I have read your blog post "mksh/Win32" on Planet Debian and want to
share my 2ยข but unfortunately your blog does not have a comments feature
(I hope that does not mean that do do not want to receive comments on
purpose, in which case I apologize for this mail).

Some time ago I was also very interested in getting some standard
shell-accompanying Unix utilities to run on Win32. I also found
unxutils.zip and used it for a while, but it felt bad to use software
that is practically unmaintained and bit-rotting for years.

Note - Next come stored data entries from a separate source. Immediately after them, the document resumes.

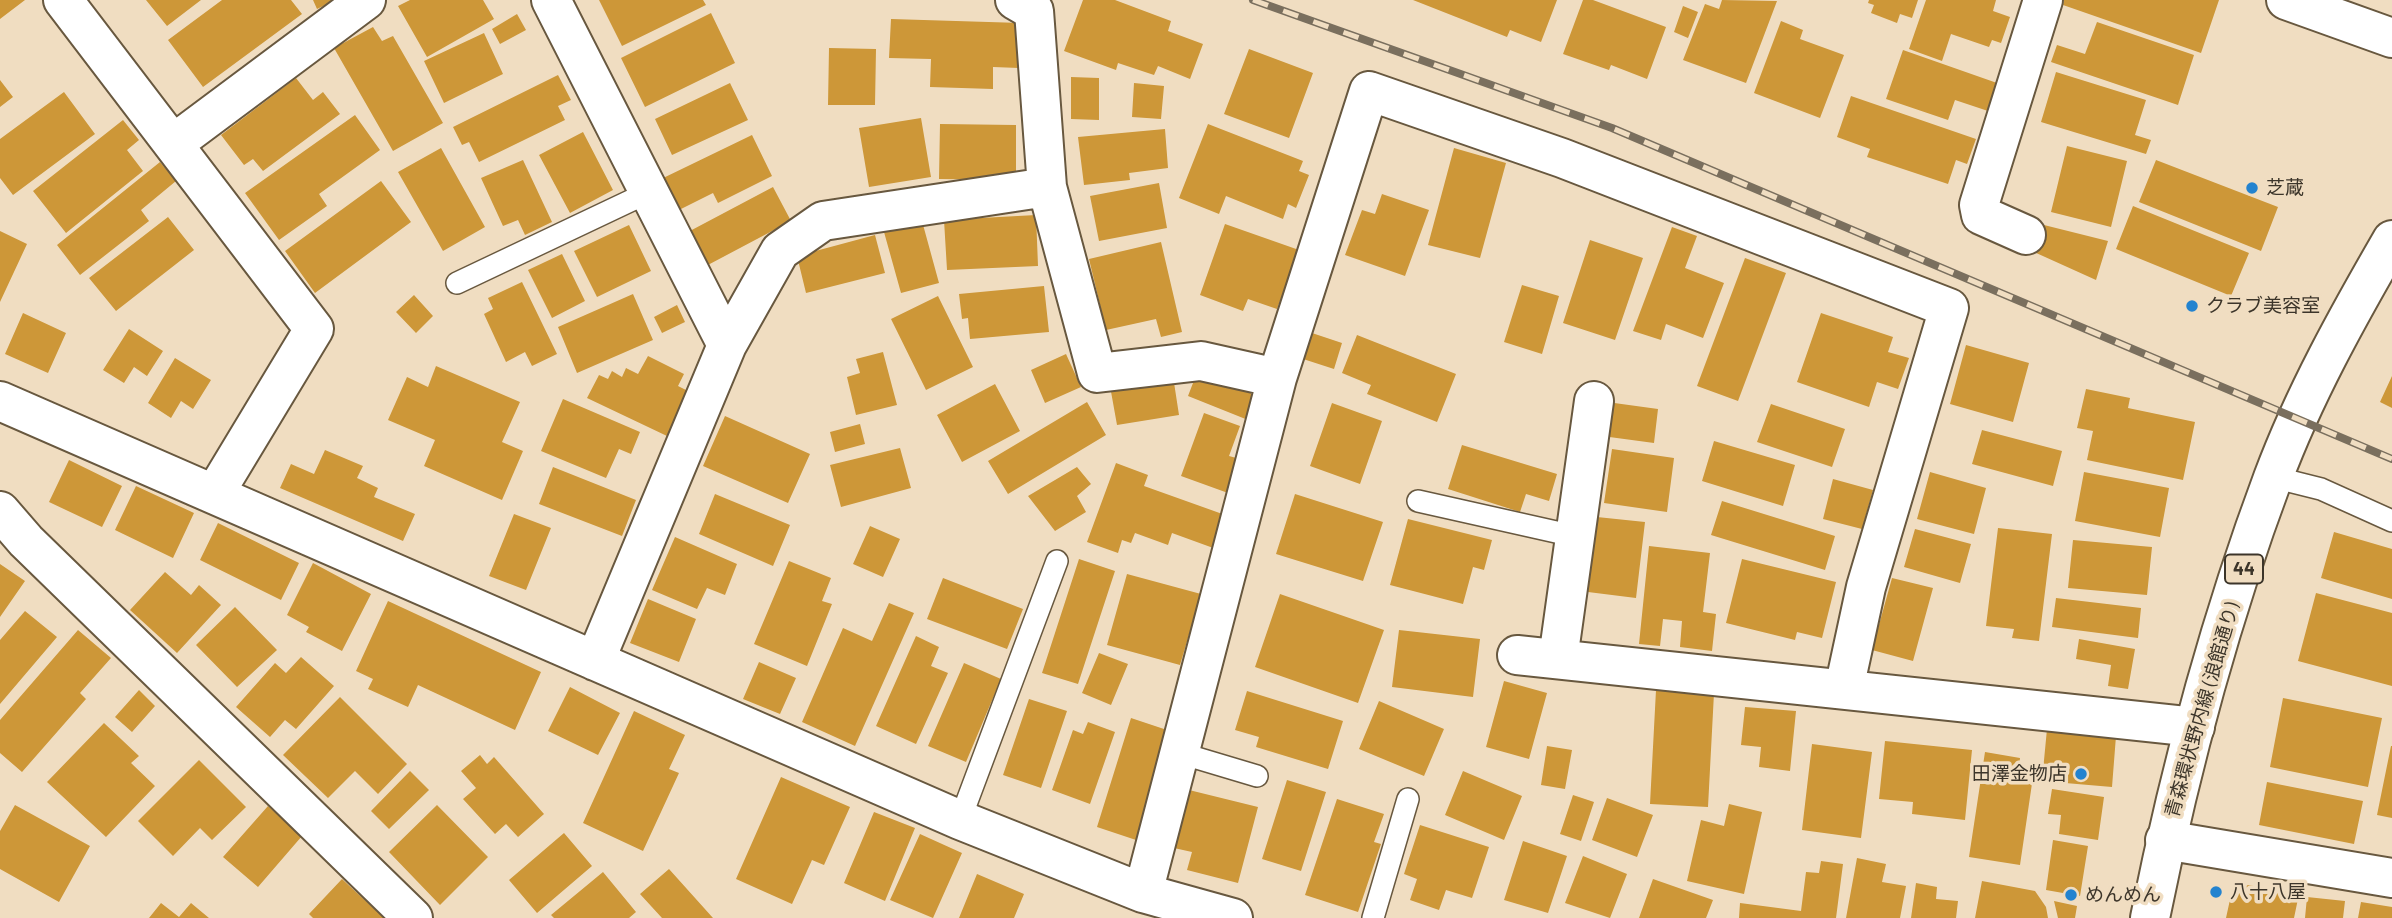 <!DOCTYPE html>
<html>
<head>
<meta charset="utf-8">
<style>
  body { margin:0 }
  canvas { display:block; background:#f0ddc1 }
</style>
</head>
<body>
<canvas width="2392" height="918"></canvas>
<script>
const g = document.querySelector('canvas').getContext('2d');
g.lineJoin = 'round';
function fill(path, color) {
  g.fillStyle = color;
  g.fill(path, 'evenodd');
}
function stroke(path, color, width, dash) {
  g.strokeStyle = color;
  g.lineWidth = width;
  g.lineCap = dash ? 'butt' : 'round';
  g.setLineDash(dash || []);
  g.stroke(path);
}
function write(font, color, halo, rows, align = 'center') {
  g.font = font + ' Barlow,"Noto Sans JP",sans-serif';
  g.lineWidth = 7;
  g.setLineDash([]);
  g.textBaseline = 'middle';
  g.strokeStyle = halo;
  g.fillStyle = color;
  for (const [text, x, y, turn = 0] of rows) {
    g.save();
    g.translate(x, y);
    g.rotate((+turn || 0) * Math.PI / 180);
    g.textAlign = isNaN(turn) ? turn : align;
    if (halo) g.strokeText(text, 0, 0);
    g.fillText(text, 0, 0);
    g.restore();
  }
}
fill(new Path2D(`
  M0,0H25L0,19Z
  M146,0H201L167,26Z
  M222,0H291L302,14L203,87L168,40Z
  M313,0H336L317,9Z
  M410,0H483L494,19L427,57L398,6Z
  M599,0H703L706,5L622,46Z
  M1083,0H1115L1171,21L1168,31L1203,44L1190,79L1158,66L1154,75L1118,63L1116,70L1064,51Z
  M1413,0H1557L1541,42L1510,30L1507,37Z
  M1583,0H1593L1666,27L1647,79L1611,65L1609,70L1563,54Z
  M1722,0L1777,1L1746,83L1683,60L1705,4L1719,9Z
  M1869,0H1918L1912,18L1900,14L1897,23L1871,13L1874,5L1868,3Z
  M1926,0H1996L1993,11L2010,17L2001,43L1992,40L1989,47L1951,34L1942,61L1909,49Z
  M2064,0H2219L2201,53L2063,5Z
  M1683,6L1698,12L1688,38L1674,32Z
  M711,13L735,63L645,107L621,58Z
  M517,14L526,30L500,44L492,29Z
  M891,19L1021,23L1019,68L993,67V89L930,87L931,59L889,58Z
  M1781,21L1803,30L1800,39L1844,55L1820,118L1754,93Z
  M2097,22L2194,55L2178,105L2051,62L2057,45L2085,54Z
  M373,27L382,41L393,36L443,123L393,151L334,48Z
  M484,33L503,74L444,103L424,61Z
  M829,48L876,49L875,105H828Z
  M1249,49L1313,73L1289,138L1224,114Z
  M1903,50L1997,83L1988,111L1955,100L1948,120L1886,99Z
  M2056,72L2146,100L2135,135L2151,140L2146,154L2041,122Z
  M558,75L571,100L558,106L565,120L479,162L469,142L462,145L453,127Z
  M1071,77L1099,78V120L1071,119Z
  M296,78L313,100L323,92L340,114L263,171L253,159L244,165L221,135Z
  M0,80L13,97L0,107Z
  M730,83L748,120L672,155L655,119Z
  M1134,83L1164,86L1161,119L1132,117Z
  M64,92L95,134L13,195L0,178V139Z
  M1851,96L1976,139L1967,164L1956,160L1948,184L1867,157L1870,149L1837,137Z
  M355,115L380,150L319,194L327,206L279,240L245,193Z
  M921,118L931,177L869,187L859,128Z
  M123,120L139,140L127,150L143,171L66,233L33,191Z
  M940,124L1016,125V180L939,179Z
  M1208,124L1303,161L1299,171L1309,175L1296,208L1288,204L1283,219L1226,196L1219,214L1179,198Z
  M1165,129L1168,168L1129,173L1130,180L1084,185L1078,137Z
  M583,132L613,190L570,213L539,155Z
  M752,135L772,176L718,203L713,193L673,213L657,181Z
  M2067,146L2127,161L2111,227L2051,212Z
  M441,148L485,227L443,251L398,172Z
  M1454,148L1506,163L1480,258L1428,245Z
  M523,160L552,222L525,235L518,220L503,226L481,178Z
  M2156,160L2278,207L2261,251L2139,202Z
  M160,162L176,181L141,210L149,221L80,275L57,245Z
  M381,181L411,222L315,293L285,251Z
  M1159,183L1167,228L1099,241L1090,196Z
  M773,187L791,221L706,266L688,232Z
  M1382,194L1429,210L1405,276L1345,255L1362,210L1375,214Z
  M2133,206L2249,253L2231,296L2116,249Z
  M1036,215L1038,266L947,270L944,220Z
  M168,217L194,250L116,311L89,278Z
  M922,221L939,283L901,293L884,232Z
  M1225,224L1299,250L1277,309L1248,299L1243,311L1200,295Z
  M629,225L651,271L597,297L574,251Z
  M2044,225L2108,241L2096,280L2034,252Z
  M1672,227L1697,236L1685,268L1724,283L1703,338L1666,324L1661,340L1633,331Z
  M0,231L27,244L0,302Z
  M875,235L885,273L806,293L797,256Z
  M1590,240L1643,258L1615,340L1563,323Z
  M1161,242L1182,332L1161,337L1156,319L1106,330L1089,259Z
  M562,254L585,301L552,318L528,270Z
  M1745,258L1786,273L1738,401L1697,386Z
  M522,282L557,354L532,366L525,352L506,362L484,314L493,309L488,298Z
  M1522,285L1559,296L1542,354L1504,342Z
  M1044,286L1049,332L970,339L968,318L962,319L959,294Z
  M633,294L653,340L577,373L558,327Z
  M414,295L433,316L416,333L396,312Z
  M938,296L973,367L926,390L891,319Z
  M677,305L685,322L662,333L654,317Z
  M23,313L66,333L48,373L5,354Z
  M1821,313L1893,337L1888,352L1909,358L1898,389L1877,382L1869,407L1797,382Z
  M129,329L163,351L147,376L134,367L124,383L103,370Z
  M1309,332L1342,343L1334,369L1300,358Z
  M1357,335L1456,374L1437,422L1367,394L1371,385L1342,373Z
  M1966,345L2029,363L2013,422L1950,404Z
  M883,352L897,405L856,415L847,377L860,373L856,359Z
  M1066,354L1081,387L1045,403L1031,370Z
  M648,356L684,374L678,386L688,391L667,436L587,398L599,375L608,379L612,371L622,377L626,368L638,374Z
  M175,358L211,380L193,409L181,401L171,418L148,403Z
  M436,366L520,402L502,442L523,451L502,500L424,466L435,440L388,420L407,377L428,387Z
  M1198,370L1250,390L1258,424L1188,396Z
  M1173,376L1179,415L1117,425L1110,386Z
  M2392,376V408L2380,402Z
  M995,384L1020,431L962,462L937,415Z
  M2086,389L2130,398L2128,408L2195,422L2183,480L2087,460L2093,431L2077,428Z
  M563,399L640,432L631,454L619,449L606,478L541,451Z
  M1087,402L1106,435L1008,494L988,461Z
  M1607,402L1658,409L1654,443L1602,436Z
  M1332,403L1382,421L1360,484L1310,466Z
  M1771,404L1845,429L1832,467L1757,442Z
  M1204,413L1240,426L1229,456L1240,459L1228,493L1181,476Z
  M725,416L810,454L788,503L703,466Z
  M860,424L865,444L835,452L830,432Z
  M1982,430L2062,451L2053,486L1972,464Z
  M1714,441L1795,465L1783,506L1702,481Z
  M1462,445L1557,474L1549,501L1526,494L1520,512L1448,489Z
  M900,448L911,488L841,507L830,465Z
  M1612,449L1674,458L1667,512L1604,503Z
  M325,450L363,466L357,478L378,488L374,497L415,514L403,541L280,488L291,464L314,474Z
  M69,460L122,486L102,527L49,502Z
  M1116,463L1148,475L1144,486L1228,516L1216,549L1172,533L1168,545L1135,533L1131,543L1122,540L1118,553L1087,542Z
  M553,467L636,500L622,536L539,504Z
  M1077,467L1091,484L1077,496L1086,512L1055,531L1028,496Z
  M1930,472L1986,488L1974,534L1917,519Z
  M2084,472L2169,488L2160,537L2075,521Z
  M1833,479L1873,490L1862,529L1823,519Z
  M136,486L194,513L173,558L115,530Z
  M715,494L790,525L773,566L699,534Z
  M1295,494L1383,522L1363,581L1276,554Z
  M1722,501L1835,536L1825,570L1711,535Z
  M514,514L551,528L526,590L489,576Z
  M1597,517L1645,522L1636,598L1588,592Z
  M1408,519L1492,540L1484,570L1473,567L1463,604L1390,585Z
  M218,523L299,563L281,600L200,560Z
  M870,526L900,539L883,577L853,564Z
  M1998,528L2052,534L2039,641L2012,638L2014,629L1986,626Z
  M1915,529L1971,544L1960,583L1904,567Z
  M2334,532L2392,549V599L2321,578Z
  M675,537L737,564L725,595L707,588L697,609L652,590Z
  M2073,540L2152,547L2147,595L2068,588Z
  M1649,546L1710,553L1703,612L1716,614L1712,651L1680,647L1682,621L1663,619L1660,646L1639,644Z
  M1079,559L1115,571L1078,684L1042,673Z
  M1742,559L1836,582L1822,638L1797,632L1795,640L1726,623Z
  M789,561L831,578L822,601L832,604L807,666L754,644Z
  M313,563L371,594L342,651L306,632L309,627L287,615Z
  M0,564L25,581L0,617Z
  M165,572L191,595L199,585L221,605L177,653L130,610Z
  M1127,574L1201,594L1180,665L1107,645Z
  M943,578L1023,609L1007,649L927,619Z
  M1892,578L1933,588L1913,661L1872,650Z
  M2316,593L2392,613V686L2298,661Z
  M1280,594L1384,630L1358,703L1255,667Z
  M2056,598L2141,608L2138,638L2052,627Z
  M648,599L696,619L679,662L630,643Z
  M388,601L541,672L515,730L418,685L408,707L368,689L373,679L356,671Z
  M889,603L914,613L855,746L802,722L843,628L872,641Z
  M235,607L277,650L237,687L196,645Z
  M25,611L57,637L0,704V640Z
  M78,630L111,658L80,693L86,699L22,772L0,753V720Z
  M1399,630L1480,639L1473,697L1392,687Z
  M916,636L939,647L931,666L948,673L916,744L876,726Z
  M2079,639L2135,649L2128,689L2108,686L2111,665L2076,659Z
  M1099,653L1128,664L1111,705L1082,693Z
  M301,657L334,686L296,729L285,720L270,737L236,707L275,663L286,673Z
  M759,662L796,678L780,714L743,699Z
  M964,663L1001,679L966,762L928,746Z
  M1504,681L1547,693L1529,759L1486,747Z
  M570,687L620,713L598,755L548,731Z
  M139,690L155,706L132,732L115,717Z
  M1656,690L1714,693L1708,807L1650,804Z
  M1247,691L1343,721L1328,769L1256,747L1259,737L1235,730Z
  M340,697L407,764L378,794L355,771L328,798L283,755Z
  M2283,698L2382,718L2368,787L2270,767Z
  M1029,699L1067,711L1041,788L1003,775Z
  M1379,701L1444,729L1424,776L1359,749Z
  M1745,707L1796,711L1790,771L1759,767L1761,747L1741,745Z
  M634,711L685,735L669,769L679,773L643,851L583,823Z
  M1131,718L1170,731L1136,840L1097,827Z
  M1088,722L1115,732L1090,804L1052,790L1073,730L1083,734Z
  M104,723L139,756L131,763L155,786L106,837L47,782Z
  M2047,729L2116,736L2112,787L2042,781Z
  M1885,741L1972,750L1965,820L1912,814L1913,802L1879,799Z
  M1812,744L1872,752L1861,838L1802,830Z
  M1547,746L1572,750L1565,789L1541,785Z
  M2391,746H2392V818L2377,815Z
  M1985,752L2020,758L2019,767L2034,770L2020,865L1969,857Z
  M480,755L487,764L494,757L544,814L518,837L506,824L495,834L463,799L476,788L461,771Z
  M199,760L246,807L212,840L200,828L173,856L138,821Z
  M410,771L429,790L389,829L371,811Z
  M1463,771L1522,796L1504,840L1445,815Z
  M781,777L850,807L824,865L812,860L792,904L736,879Z
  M1287,780L1326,792L1301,871L1262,859Z
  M2267,782L2363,801L2354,844L2259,825Z
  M2052,789L2104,797L2098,840L2059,834L2061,815L2048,814Z
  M1189,790L1258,807L1238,883L1187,870L1192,852L1174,848Z
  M1573,795L1594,802L1581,841L1560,834Z
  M1607,798L1653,815L1637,857L1592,840Z
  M1337,799L1384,814L1374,842L1381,844L1358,912L1305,895Z
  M1729,804L1762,812L1744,894L1687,881L1701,820L1724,826Z
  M15,805L90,846L59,902L0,869V831Z
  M437,805L488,857L440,905L389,852Z
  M268,806L302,836L258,887L223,857Z
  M874,812L915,828L885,901L844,883Z
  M1420,825L1489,847L1472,898L1446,890L1439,910L1410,900L1417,879L1404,874Z
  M564,833L592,866L537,913L509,880Z
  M920,834L962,853L933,918L890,900Z
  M2053,840L2088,846L2080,896L2046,890Z
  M1523,841L1567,856L1548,913L1504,900Z
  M1583,856L1627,874L1610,918L1565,903Z
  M1857,858L1886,864L1882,882L1906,886L1900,918H1846Z
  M1821,861L1843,864L1836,918H1739L1740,903L1801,911L1806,872L1819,873Z
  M669,869L713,918H662L640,894Z
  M603,872L636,912L629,918H554L551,915Z
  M977,874L1024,894L1014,918H959Z
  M342,879L384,918H313L309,914Z
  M1653,879L1713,900L1706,918H1639Z
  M1982,881L2035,891L2046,907L2048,918H1975Z
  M1916,883L1937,887L1936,899L1958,901L1956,918H1911Z
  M2248,885L2299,894L2294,918H2226L2231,895Z
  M2307,897L2345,901L2343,918H2305Z
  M2054,901L2077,906L2075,918H2058Z
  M2361,902L2392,907V918H2358Z
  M161,903L179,917L191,903L209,918H149Z`), '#cd9738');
const service = new Path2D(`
  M457,283L649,192
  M2273,477L2321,489L2392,521
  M1418,501L1574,536
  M1180,753L1257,776
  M960,820L1057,561
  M1373,918L1408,799`);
const minor = new Path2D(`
  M63,0L314,329L215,493
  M551,0L727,345L595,661
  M1015,0L1034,11L1047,187
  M2286,0L2392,38
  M173,144L366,0
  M2026,235L1981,215L1979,205L2043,0
  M727,345L780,251L823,221L1047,187L1097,373L1201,361L1277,378
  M0,401L960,820L1143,893L1233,918
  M0,511L26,541L413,918
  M1517,655L2195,727
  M1558,659L1594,401
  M2165,840L2392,878
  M1143,893L1277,378L1369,91L1562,158L1949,308L1866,587L1844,689`);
const primary = new Path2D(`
  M2150,918C2180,769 2220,620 2273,478C2304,395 2348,316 2392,240`);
stroke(service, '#68583f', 24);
stroke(minor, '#68583f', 42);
stroke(primary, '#68583f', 42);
stroke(service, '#fff', 21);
stroke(minor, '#fff', 38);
stroke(primary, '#fff', 38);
const rail = new Path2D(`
  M1253,0L1612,128L2392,459`);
stroke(rail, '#7a6f5e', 8);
stroke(rail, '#f0ddc1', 5, [16]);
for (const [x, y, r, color] of [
  [2252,188,7,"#2383cf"],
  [2192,306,7,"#2383cf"],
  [2081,774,7,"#2383cf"],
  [2216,892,7,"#2383cf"],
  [2071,895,7,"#2383cf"]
]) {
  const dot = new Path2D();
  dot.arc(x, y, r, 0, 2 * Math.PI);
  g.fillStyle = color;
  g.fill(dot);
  stroke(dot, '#f0ddc1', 2.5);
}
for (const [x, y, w] of [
  [2244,569,38]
]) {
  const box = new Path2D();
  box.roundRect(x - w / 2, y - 14.5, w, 29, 5);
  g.fillStyle = '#f0ddc1';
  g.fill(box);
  stroke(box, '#3c352a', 2);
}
write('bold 18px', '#3c352a', null, [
  ["44",2244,569]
]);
write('19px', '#3c352a', '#f0ddc1', [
  ["芝蔵",2266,188],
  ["クラブ美容室",2206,306],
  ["田澤金物店",2067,774,"right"],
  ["八十八屋",2230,892],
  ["めんめん",2085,895]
], 'left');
write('19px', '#3c352a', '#f0ddc1', [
  ["青森環状野内線 (浪館通り)",2202,710,-74]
]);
</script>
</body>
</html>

The biggest
advantage IMHO was that all binaries were statically linked against the
compatibility library (called downhill from 1994!) and thus were
instantly usable once copied onto the harddisk.

Then I tried Cygwin as an alternative which is the exact counterpart. It
is actively developed, features a full-blown POSIX compatibility layer
in the form of a bunch of dynamic libraries. But it also ships a
complete isolated environment clocking in with some GB of harddisk space
and making it nearly impossible to rip out only the few parts that I
found interesting.

In the end I found MSYS and stick with it until today. It is an early
fork of Cygwin by the people who develop MinGW and provides just enough
of a shell and tools to run ./configure scripts. but to me this is often
exactly what or even more than I need. It may be not as actively
maintained as Cygwin (though there is an ongoing reimplementation based
on current Cygwin called MSYS2), but the compatibility library is small
and the whole system is wuite portable. It is even made available as a
single tarball download by the MinGW-W65 people:
http://sourceforge.net/apps/trac/mingw-w64/wiki/MSYS

I'd suggest to give it a try and maybe bundle it with mksh/Win32 to
provide a better and more complete shell environment. I am not sure if
there are other alternatives (I believe I have once read about a
busybox.exe for W32), but I have tried UnxUtils, Cywin and MSYS and
decided to stay with the latter.

Cheers,
Fabian

PS: Oh, wait, there is GnuWin32, which I also tried. But it turned me so
utterly off that I had to manually download an entire installer for each
command/group of commands that I merely forgot about it. Plus, there was
a bunch of dynamic libraries and all .exe files had some hand-drawn
4-color icon files. Plus, some programs were even older versions than in
MSYS. It makes me shiver, i wouldn't recommend it to anyone.